Trotz Sparwut wird Niedersachsen 2006 gut eine halbe Milliarde Euro mehr ausgeben. Das war nicht das einzige Paradoxon, das CDU-Ministerpräsident Christian Wulff gestern bei der Vorstellung des Haushaltsentwurfs für’s nächste Jahr verkündete. Wer vermutete, die schwarz-gelbe Landesregierung werde nach der Klausursitzung in Hildesheim Sparhämmer ausrufen, lag schief. Lieber hob Wulff hervor, dass die Landesbediensteten auch nach 2006 keine Einschnitte zu erwarten hätten. Weihnachtsgeld ist ohnehin schon gestrichen. Ach ja: Das Pensionsalter der Polizisten, die bislang mit 60 in Ruhestand gehen dürfen, wird ab 2009 stufenweise auf 62 erhöht.

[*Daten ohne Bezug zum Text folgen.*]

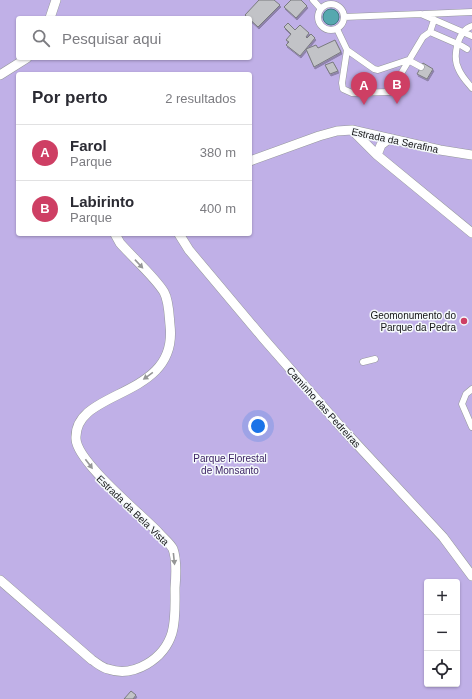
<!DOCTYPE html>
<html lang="pt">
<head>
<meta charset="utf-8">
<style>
  :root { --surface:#fff; --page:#f7f7f7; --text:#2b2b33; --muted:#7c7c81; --line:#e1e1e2; --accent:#ce3f64 }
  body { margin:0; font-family:Arial,sans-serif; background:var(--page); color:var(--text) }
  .controls { position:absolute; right:12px; bottom:12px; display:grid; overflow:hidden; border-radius:4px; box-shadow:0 1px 3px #0004 }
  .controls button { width:36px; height:36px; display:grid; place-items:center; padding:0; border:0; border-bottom:1px solid var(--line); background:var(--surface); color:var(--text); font:20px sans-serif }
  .you { position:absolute; left:258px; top:426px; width:14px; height:14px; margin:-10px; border:3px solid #fff; border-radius:50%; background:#1a73e8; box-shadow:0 0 0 6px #1a73e833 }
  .badge { display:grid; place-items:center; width:26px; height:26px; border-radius:50%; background:var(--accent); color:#fff; font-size:13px; font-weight:700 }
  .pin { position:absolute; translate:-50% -33px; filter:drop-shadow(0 1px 2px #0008) }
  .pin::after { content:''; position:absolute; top:21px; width:14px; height:12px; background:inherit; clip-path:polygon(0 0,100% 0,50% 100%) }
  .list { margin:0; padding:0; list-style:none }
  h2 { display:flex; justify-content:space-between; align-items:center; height:52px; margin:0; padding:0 16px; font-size:17px }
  h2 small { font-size:13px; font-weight:400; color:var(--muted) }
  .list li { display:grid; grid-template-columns:26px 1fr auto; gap:12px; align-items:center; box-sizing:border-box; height:56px; padding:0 16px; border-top:1px solid var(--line) }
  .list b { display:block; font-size:15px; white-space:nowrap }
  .list p { margin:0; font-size:13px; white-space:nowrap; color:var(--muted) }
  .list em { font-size:13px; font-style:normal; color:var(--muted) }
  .icon { flex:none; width:22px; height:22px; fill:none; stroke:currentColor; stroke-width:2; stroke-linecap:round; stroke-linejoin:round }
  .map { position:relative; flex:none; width:472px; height:699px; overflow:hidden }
  .search { position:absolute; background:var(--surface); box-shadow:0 1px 3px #0004; left:16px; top:16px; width:236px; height:44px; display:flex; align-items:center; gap:10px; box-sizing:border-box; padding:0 14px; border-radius:4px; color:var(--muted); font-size:15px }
  .panel { position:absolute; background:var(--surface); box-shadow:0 1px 3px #0004; left:16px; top:72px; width:236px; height:164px; border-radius:4px }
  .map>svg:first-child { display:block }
  .green { fill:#c0b0e7; fill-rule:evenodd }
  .water { fill:#56a8af; stroke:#427c81 }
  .building { fill:#c2c3c7; stroke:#797a7e; filter:url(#shadow) }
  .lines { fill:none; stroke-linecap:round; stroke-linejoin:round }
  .street-casing { stroke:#95989b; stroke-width:7 }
  .secondary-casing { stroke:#95989b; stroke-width:10 }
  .street { stroke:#fff; stroke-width:6 }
  .secondary { stroke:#fff; stroke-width:9 }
  .oneway { fill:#959696 }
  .poi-dot { fill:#ce3f64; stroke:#f5f9fc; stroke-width:1.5 }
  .labels { text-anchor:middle; stroke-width:3; stroke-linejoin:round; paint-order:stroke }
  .street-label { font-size:10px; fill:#141516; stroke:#f5f9fc }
  .poi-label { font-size:10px; fill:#141516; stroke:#f5f9fc; text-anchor:end }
  .park-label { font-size:10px; fill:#3d2364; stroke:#f5f9fc }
</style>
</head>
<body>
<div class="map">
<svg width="472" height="699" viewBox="0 0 472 699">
  <defs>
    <filter id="shadow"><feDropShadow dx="1" dy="2" stdDeviation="0" flood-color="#0004"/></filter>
  </defs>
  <rect width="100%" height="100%" fill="#e8ebef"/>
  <!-- green -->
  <path class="green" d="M0 0H472V699H0ZM18 18H250V58H18ZM18 74H250V234H18ZM427 582H457V684H427Z"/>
  <!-- water -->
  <path class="water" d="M323 17a8 8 0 1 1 16 0a8 8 0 1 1-16 0Z"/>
  <!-- building -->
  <path class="building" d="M259 0H274L280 5 258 27 245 15Z
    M291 0H301L307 6 296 18 284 7Z
    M288 23 295 30 300 25 309 33 306 37 307 38 311 34 315 38 300 56 286 45 289 42 286 40 291 34 284 27Z
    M335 40 341 52 314 67 306 49 316 45 318 48Z
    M333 62 338 71 330 74 325 65Z
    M423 63 433 69 427 79 417 74Z
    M131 691 136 695 133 699H124Z"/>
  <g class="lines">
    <defs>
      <path id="street" d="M313 0 321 9
        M318 17a13 13 0 1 1 26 0a13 13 0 1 1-26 0Z
        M424 14 472 12
        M344 17 421 14 472 36
        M472 26C457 31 452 57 459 70 462 77 468 83 472 88
        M337 29 347 50 342 83 343 89 352 93 388 92H390L423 37 430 32 434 20
        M430 32 460 45
        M462 46 467 49
        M347 50 374 69 378 70 408 60 421 67
        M363 362 375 359
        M472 389 466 394 462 404 472 427"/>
      <path id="secondary" d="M50 18 56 0
        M0 75 27 58
        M352 130 377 155 472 233
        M377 155 381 145 389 139
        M250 161 319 136 337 131 352 130 440 150 472 155
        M179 234 189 250 263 338 340 426 443 537 472 576
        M0 580 92 660C97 663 102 668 108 669 134 678 164 659 172 633 176 619 175 603 175 588 176 576 177 560 173 549 170 543 163 538 159 533 141 514 77 462 76 439 73 388 179 400 170 325 169 315 169 301 164 292 155 277 132 257 120 243L115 234"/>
    </defs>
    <!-- street casing -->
    <use href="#street" class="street-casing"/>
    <!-- secondary casing -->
    <use href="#secondary" class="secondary-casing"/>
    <!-- street -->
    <use href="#street" class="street"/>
    <!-- secondary -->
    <use href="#secondary" class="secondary"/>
  </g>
  <!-- one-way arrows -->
  <defs><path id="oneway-solid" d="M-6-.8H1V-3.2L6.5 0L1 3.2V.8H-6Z"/></defs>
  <g class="oneway">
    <use href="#oneway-solid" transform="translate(139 264) rotate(47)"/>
    <use href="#oneway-solid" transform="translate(148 376) rotate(144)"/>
    <use href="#oneway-solid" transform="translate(89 464) rotate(53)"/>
    <use href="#oneway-solid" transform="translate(174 559) rotate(84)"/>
  </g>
  <!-- markers -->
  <circle class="poi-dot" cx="464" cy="321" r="4"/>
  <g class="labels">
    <!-- street labels -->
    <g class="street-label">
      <text transform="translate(395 140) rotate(12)" y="4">Estrada da Serafina</text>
      <text transform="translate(324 407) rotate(48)" y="4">Caminho das Pedreiras</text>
      <text transform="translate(133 510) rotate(44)" y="4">Estrada da Bela Vista</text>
    </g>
    <!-- poi labels -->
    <g class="poi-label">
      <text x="456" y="319">Geomonumento do<tspan x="456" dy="12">Parque da Pedra</tspan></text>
    </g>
    <!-- park labels -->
    <g class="park-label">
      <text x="230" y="462">Parque Florestal<tspan x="230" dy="12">de Monsanto</tspan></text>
    </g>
  </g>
</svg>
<div class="controls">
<button>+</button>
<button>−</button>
<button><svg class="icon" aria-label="locate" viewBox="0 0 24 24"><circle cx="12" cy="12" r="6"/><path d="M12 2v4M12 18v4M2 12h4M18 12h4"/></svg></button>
</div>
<div class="you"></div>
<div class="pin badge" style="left:364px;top:105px">A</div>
<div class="pin badge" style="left:397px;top:104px">B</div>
<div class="search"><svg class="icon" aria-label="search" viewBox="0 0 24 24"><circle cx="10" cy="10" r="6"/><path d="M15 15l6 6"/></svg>Pesquisar aqui</div>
<section class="panel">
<h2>Por perto<small>2 resultados</small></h2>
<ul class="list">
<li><span class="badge">A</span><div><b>Farol</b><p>Parque</p></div><em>380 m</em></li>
<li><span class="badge">B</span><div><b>Labirinto</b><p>Parque</p></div><em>400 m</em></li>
</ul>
</section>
</div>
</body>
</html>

Um das alles zu finanzieren, verscherbelt Wulff das Tafelsilber. Die zehn Landeskrankenhäuser mit ihren 6.300 Angestellten sollen privatisiert werden, der Verkauf von Wäldern soll 75 Millionen Euro in die Kasse spülen. Zudem will das Land seine Forderungen aus Wohungsbaudarlehen auf dem Finanzmarkt verkaufen, der mit 433 Millionen Euro größte „Spar“-Batzen. Dass auch das Programm für den sozialen Wohnungsbau im kommenden Jahr gestrichen wurde, habe „verheerende Folgen auch für den Mittelstand“, kritisierte die SPD. Auch der Buchungstrick von Finanzminister Hartmut Möllring (CDU), Rückzahlungen der NordLB in Höhe von 280 Millionen Euro, die der Bank ab 2007 wieder zur Verfügung gestellt werden müssen, als Einsparung darzustellen, fand bei der Opposition keine Gnade. Jetzt würden „die Schattenhaushalte mit Ausverkäufen“ ergänzt“, sagte der grüne Fraktionschef Stefan Wenzel. Wulffs „gehübschter Wahlkampfhaushalt“ stopfe das „gigantisch große strukturelle Haushaltsloch“ nicht ansatzweise, Niedersachsen werde 2006 auf 50 Milliarden Euro Schulden sitzen.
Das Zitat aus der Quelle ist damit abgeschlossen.